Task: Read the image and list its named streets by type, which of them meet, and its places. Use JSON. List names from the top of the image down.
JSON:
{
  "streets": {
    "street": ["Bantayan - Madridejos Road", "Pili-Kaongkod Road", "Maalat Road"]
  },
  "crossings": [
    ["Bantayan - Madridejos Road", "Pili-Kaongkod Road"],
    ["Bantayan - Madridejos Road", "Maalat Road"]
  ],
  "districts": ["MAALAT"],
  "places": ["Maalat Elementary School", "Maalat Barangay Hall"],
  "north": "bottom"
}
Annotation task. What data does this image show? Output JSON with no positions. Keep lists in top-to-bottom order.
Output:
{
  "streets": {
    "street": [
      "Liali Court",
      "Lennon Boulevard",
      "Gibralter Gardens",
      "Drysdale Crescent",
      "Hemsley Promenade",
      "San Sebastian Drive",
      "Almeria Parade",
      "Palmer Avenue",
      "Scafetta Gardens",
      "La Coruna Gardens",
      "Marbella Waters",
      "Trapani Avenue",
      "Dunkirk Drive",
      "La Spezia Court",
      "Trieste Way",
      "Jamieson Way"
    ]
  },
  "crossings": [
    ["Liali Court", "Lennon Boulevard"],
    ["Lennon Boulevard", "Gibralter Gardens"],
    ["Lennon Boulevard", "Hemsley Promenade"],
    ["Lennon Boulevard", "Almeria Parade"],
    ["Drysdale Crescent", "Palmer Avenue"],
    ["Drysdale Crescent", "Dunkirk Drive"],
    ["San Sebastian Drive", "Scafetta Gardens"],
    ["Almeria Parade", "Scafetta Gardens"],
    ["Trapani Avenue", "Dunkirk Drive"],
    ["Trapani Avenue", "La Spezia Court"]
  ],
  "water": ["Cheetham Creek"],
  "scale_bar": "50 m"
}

#####

■ Task prompt: Precisely reproduce all the entries shown above.

■ Response for this exercise:
Task: Read the image and list its named streets by type, which of them meet, and its places. Use JSON. List names from the top of the image down.
JSON:
{
  "streets": {
    "street": ["Bantayan - Madridejos Road", "Pili-Kaongkod Road", "Maalat Road"]
  },
  "crossings": [
    ["Bantayan - Madridejos Road", "Pili-Kaongkod Road"],
    ["Bantayan - Madridejos Road", "Maalat Road"]
  ],
  "districts": ["MAALAT"],
  "places": ["Maalat Elementary School", "Maalat Barangay Hall"],
  "north": "bottom"
}
Annotation task. What data does this image show? Output JSON with no positions. Keep lists in top-to-bottom order.
Output:
{
  "streets": {
    "street": [
      "Liali Court",
      "Lennon Boulevard",
      "Gibralter Gardens",
      "Drysdale Crescent",
      "Hemsley Promenade",
      "San Sebastian Drive",
      "Almeria Parade",
      "Palmer Avenue",
      "Scafetta Gardens",
      "La Coruna Gardens",
      "Marbella Waters",
      "Trapani Avenue",
      "Dunkirk Drive",
      "La Spezia Court",
      "Trieste Way",
      "Jamieson Way"
    ]
  },
  "crossings": [
    ["Liali Court", "Lennon Boulevard"],
    ["Lennon Boulevard", "Gibralter Gardens"],
    ["Lennon Boulevard", "Hemsley Promenade"],
    ["Lennon Boulevard", "Almeria Parade"],
    ["Drysdale Crescent", "Palmer Avenue"],
    ["Drysdale Crescent", "Dunkirk Drive"],
    ["San Sebastian Drive", "Scafetta Gardens"],
    ["Almeria Parade", "Scafetta Gardens"],
    ["Trapani Avenue", "Dunkirk Drive"],
    ["Trapani Avenue", "La Spezia Court"]
  ],
  "water": ["Cheetham Creek"],
  "scale_bar": "50 m"
}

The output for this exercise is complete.